Research reveals a critical role of PRMT1 in antibody response

A new study has demonstrated a critical role of the enzyme PRMT1 in the activation and differentiation of B cells, the cells that produce antibodies to clear infections.

The work was conducted by researchers from Walter and Eliza Hall Institute of Medical Research, Garvan Institute of Medical Research, the University of Sydney and the University of Melbourne in Australia, and McGill University in Canada.

Protein arginine methyltransferases (PRMTs) are a family of enzymes that catalyze arginine methylation, a common posttranslational modification involved in a variety of physiological processes, such as signal transduction, transcriptional regulation, protein translocation, etc.

In mammalian cells, PRMT1 is particularly important. Although previous studies have implicated it in a multitude of pathways, there are still questions to be answered. In this work, the researchers focused on the role of PRMT1 in B cells.

Like other white blood cells, B cells arise from hematopoietic stem cells that reside within the bone marrow. In mammals, B cells mature in the bone marrow, and then travel through the body, collecting in the lymph nodes. To produce antibodies, B cells must be activated, proliferate, and differentiate into antibody-secreting cells. This process involves significant remodeling of the cell. Findings of this work suggest that PRMT1 may be involved in such remodeling.
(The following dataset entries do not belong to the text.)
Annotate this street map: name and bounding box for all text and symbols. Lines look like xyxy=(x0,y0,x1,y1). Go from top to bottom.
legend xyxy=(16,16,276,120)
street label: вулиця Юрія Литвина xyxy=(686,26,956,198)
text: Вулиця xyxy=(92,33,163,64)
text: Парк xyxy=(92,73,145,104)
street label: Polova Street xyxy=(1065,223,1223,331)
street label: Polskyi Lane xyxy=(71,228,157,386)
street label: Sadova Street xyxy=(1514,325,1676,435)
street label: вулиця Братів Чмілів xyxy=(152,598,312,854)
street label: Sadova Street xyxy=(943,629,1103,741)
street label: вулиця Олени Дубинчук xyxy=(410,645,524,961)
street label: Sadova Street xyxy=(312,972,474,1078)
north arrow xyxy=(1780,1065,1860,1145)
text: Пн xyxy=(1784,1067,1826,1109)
Using a special mouse model that was PRMT1 deficient, the researchers discovered that the enzyme is not required for the appearance or maintenance of peripheral B cell subsets, but plays a key role in the activation, proliferation and differentiation of B cells. PRMT1 activity appeared to be critical to a normal antibody response to an antigen as well as a normal memory B-cell response. In a word, PRMT1 activity is necessary for humoral immunity.

According to corresponding author Prof. David Tarlinton, their study would have implications in the treatment of cancer and autoimmune disorders. The study appears online in Nature Communications.